◆ EXERCISE BRIEF ◆
Could you write out the lines below exactly, beginning with the first and finishing with the one that contains "M146,26l62,14 -21,94 -28,-7 -1,7 -34,-7z"?
(SUPPLIED RECORDS begins)
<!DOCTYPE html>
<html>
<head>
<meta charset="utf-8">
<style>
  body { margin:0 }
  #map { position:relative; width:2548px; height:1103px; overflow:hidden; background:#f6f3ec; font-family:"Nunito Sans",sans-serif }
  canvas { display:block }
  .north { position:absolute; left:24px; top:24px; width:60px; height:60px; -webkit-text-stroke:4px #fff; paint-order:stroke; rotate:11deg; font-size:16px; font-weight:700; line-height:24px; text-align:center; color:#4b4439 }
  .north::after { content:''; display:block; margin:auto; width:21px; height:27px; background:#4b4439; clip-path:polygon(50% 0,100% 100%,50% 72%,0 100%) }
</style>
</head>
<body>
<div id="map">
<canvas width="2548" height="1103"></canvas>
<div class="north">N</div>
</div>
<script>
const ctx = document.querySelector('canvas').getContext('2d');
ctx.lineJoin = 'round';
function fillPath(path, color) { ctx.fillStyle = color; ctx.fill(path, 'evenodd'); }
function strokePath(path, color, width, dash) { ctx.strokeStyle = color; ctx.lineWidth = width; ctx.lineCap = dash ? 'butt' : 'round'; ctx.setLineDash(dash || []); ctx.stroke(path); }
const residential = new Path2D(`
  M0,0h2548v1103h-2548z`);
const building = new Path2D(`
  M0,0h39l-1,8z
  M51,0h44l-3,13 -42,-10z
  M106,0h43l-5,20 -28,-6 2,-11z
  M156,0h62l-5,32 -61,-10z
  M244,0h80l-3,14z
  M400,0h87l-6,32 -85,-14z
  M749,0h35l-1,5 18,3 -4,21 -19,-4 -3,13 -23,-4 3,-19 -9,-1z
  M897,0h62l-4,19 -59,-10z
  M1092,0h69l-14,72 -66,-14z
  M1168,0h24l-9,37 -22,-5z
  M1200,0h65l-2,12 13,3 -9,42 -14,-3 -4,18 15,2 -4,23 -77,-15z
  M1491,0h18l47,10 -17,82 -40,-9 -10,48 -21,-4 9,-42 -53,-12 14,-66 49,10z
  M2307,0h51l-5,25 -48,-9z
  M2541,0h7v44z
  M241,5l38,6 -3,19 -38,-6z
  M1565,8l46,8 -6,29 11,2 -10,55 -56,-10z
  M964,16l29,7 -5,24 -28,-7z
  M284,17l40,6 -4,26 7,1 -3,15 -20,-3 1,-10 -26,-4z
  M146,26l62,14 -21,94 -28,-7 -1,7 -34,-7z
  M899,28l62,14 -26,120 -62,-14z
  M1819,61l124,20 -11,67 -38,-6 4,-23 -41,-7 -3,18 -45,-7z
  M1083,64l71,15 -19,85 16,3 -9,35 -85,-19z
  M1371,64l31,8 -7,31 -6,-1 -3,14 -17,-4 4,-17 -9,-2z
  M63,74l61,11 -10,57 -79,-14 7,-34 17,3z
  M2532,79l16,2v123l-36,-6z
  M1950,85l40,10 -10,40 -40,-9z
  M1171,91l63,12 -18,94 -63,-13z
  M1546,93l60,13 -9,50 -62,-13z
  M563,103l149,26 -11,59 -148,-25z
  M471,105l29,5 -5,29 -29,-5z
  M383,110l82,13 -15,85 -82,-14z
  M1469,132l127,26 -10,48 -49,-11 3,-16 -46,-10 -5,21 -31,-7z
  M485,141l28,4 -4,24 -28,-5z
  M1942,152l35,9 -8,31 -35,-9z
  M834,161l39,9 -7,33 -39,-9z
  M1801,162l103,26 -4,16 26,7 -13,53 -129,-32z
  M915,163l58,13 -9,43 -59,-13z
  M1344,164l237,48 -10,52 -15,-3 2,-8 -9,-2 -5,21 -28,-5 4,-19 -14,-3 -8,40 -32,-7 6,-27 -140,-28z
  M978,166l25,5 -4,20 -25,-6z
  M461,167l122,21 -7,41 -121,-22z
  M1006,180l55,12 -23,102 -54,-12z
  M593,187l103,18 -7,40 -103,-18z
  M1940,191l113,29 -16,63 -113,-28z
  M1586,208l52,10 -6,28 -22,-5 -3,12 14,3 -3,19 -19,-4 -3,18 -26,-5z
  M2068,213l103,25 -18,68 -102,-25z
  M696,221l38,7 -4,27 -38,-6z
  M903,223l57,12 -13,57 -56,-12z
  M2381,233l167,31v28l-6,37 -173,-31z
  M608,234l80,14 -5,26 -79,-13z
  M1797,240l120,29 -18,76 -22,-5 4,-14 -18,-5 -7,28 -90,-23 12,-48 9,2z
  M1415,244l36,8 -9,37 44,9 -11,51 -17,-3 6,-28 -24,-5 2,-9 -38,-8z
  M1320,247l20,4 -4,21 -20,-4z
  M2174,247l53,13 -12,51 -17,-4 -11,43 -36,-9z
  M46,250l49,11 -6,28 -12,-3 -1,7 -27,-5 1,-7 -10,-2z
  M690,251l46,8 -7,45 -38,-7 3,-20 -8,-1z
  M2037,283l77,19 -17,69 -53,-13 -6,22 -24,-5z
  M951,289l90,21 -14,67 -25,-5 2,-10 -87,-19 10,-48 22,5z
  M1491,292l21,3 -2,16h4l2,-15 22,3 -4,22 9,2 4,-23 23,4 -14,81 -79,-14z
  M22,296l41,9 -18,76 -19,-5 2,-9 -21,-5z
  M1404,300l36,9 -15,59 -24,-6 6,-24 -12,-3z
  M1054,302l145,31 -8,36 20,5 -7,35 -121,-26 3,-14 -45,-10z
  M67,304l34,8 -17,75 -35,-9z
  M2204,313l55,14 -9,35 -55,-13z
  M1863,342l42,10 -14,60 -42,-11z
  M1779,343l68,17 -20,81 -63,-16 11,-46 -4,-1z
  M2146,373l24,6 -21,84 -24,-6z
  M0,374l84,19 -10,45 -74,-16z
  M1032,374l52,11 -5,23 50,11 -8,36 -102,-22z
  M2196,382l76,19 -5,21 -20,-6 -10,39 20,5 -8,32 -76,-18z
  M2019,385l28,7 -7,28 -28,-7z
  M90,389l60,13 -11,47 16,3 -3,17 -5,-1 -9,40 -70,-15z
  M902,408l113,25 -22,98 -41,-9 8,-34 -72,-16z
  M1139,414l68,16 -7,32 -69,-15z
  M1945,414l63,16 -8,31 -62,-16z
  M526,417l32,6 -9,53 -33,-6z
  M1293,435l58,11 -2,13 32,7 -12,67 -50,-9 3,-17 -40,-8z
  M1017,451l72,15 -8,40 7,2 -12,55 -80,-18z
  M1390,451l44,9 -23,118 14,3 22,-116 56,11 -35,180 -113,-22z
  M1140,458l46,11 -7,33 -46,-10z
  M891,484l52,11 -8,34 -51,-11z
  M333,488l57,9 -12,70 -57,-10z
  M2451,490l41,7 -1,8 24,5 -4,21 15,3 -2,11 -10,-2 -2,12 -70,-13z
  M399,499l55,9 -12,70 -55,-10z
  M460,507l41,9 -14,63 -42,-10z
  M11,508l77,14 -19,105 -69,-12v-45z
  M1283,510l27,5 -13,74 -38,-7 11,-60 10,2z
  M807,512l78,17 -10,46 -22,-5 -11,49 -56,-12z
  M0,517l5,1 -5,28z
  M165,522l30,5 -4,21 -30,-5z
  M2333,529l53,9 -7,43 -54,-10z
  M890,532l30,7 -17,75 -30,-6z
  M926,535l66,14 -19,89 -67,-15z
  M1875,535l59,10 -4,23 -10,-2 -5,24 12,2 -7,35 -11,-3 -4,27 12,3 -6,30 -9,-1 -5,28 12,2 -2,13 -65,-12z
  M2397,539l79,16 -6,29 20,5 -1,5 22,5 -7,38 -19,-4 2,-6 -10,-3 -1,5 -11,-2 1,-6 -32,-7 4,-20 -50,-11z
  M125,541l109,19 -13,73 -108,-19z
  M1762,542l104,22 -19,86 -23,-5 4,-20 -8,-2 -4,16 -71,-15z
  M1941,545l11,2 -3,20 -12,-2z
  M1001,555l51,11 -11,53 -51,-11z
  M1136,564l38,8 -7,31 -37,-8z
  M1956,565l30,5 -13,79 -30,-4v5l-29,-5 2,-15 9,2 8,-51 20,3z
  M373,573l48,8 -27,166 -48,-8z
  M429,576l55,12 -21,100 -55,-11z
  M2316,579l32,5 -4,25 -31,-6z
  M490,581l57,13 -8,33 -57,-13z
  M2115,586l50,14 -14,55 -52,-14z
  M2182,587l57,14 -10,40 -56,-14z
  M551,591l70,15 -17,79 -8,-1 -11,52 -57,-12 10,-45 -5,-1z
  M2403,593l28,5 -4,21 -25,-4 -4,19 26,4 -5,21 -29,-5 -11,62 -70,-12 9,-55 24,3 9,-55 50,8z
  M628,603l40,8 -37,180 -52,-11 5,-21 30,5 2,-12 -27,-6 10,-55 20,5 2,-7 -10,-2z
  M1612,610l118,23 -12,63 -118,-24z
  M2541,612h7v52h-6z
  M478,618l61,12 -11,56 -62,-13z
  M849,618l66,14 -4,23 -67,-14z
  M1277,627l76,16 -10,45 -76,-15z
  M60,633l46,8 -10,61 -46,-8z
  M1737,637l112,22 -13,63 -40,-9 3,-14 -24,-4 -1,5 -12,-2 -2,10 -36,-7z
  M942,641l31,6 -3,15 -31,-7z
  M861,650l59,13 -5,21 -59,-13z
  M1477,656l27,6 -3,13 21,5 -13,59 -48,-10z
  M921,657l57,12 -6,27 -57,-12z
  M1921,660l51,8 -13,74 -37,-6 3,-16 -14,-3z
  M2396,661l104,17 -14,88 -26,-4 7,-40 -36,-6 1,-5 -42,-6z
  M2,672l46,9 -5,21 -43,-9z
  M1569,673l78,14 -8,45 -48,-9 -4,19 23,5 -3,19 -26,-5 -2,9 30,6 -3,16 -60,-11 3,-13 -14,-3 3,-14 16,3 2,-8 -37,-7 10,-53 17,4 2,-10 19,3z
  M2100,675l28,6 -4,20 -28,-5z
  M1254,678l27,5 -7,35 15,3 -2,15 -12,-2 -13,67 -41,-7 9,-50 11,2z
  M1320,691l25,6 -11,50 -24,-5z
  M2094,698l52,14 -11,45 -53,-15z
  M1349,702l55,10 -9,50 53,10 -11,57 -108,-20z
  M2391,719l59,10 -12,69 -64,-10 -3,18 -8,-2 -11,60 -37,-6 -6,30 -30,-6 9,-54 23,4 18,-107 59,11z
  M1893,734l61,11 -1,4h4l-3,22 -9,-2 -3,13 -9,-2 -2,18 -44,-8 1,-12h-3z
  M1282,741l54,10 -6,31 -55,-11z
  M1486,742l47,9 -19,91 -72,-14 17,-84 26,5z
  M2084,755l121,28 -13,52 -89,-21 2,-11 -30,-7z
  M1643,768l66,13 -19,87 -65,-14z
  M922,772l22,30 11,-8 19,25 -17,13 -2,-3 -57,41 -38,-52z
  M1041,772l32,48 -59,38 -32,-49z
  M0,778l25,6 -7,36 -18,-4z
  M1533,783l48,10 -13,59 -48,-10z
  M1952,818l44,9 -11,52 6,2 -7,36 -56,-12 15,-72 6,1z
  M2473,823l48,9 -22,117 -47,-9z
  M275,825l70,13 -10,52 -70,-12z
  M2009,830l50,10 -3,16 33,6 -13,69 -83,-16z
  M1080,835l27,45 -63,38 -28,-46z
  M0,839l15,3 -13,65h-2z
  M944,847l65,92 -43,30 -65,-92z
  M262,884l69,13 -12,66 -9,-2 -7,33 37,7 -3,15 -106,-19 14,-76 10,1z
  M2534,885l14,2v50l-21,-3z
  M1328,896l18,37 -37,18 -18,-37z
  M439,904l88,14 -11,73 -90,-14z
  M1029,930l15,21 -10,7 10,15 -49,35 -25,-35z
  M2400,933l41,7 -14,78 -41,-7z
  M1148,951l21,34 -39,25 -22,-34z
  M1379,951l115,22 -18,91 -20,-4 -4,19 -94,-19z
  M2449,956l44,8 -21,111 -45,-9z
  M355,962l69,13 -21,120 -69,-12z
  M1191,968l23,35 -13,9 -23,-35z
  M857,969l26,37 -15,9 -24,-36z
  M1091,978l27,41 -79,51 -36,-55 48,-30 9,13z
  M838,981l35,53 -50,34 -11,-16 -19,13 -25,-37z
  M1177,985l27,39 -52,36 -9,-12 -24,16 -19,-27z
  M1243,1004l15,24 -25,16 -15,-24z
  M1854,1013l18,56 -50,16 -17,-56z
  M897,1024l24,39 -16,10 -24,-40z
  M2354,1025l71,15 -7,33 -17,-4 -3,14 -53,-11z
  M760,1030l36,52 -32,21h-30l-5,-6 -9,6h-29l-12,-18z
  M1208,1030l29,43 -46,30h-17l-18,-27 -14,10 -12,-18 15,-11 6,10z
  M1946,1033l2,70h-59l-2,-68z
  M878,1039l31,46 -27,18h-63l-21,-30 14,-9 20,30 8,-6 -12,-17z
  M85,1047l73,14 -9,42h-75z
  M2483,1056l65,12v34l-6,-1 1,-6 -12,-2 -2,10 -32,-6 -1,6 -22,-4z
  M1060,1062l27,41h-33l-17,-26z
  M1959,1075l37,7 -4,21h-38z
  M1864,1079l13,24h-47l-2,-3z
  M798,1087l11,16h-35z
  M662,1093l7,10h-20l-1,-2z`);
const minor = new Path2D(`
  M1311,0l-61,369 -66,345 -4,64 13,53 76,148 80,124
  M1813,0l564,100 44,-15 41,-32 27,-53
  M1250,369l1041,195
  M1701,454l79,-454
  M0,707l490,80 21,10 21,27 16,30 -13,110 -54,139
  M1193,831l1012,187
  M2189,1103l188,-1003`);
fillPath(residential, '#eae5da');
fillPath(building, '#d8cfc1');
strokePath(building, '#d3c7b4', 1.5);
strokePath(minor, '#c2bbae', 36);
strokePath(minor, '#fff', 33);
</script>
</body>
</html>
(SUPPLIED RECORDS ends)
◆ ANSWER AREA ◆
<!DOCTYPE html>
<html>
<head>
<meta charset="utf-8">
<style>
  body { margin:0 }
  #map { position:relative; width:2548px; height:1103px; overflow:hidden; background:#f6f3ec; font-family:"Nunito Sans",sans-serif }
  canvas { display:block }
  .north { position:absolute; left:24px; top:24px; width:60px; height:60px; -webkit-text-stroke:4px #fff; paint-order:stroke; rotate:11deg; font-size:16px; font-weight:700; line-height:24px; text-align:center; color:#4b4439 }
  .north::after { content:''; display:block; margin:auto; width:21px; height:27px; background:#4b4439; clip-path:polygon(50% 0,100% 100%,50% 72%,0 100%) }
</style>
</head>
<body>
<div id="map">
<canvas width="2548" height="1103"></canvas>
<div class="north">N</div>
</div>
<script>
const ctx = document.querySelector('canvas').getContext('2d');
ctx.lineJoin = 'round';
function fillPath(path, color) { ctx.fillStyle = color; ctx.fill(path, 'evenodd'); }
function strokePath(path, color, width, dash) { ctx.strokeStyle = color; ctx.lineWidth = width; ctx.lineCap = dash ? 'butt' : 'round'; ctx.setLineDash(dash || []); ctx.stroke(path); }
const residential = new Path2D(`
  M0,0h2548v1103h-2548z`);
const building = new Path2D(`
  M0,0h39l-1,8z
  M51,0h44l-3,13 -42,-10z
  M106,0h43l-5,20 -28,-6 2,-11z
  M156,0h62l-5,32 -61,-10z
  M244,0h80l-3,14z
  M400,0h87l-6,32 -85,-14z
  M749,0h35l-1,5 18,3 -4,21 -19,-4 -3,13 -23,-4 3,-19 -9,-1z
  M897,0h62l-4,19 -59,-10z
  M1092,0h69l-14,72 -66,-14z
  M1168,0h24l-9,37 -22,-5z
  M1200,0h65l-2,12 13,3 -9,42 -14,-3 -4,18 15,2 -4,23 -77,-15z
  M1491,0h18l47,10 -17,82 -40,-9 -10,48 -21,-4 9,-42 -53,-12 14,-66 49,10z
  M2307,0h51l-5,25 -48,-9z
  M2541,0h7v44z
  M241,5l38,6 -3,19 -38,-6z
  M1565,8l46,8 -6,29 11,2 -10,55 -56,-10z
  M964,16l29,7 -5,24 -28,-7z
  M284,17l40,6 -4,26 7,1 -3,15 -20,-3 1,-10 -26,-4z
  M146,26l62,14 -21,94 -28,-7 -1,7 -34,-7z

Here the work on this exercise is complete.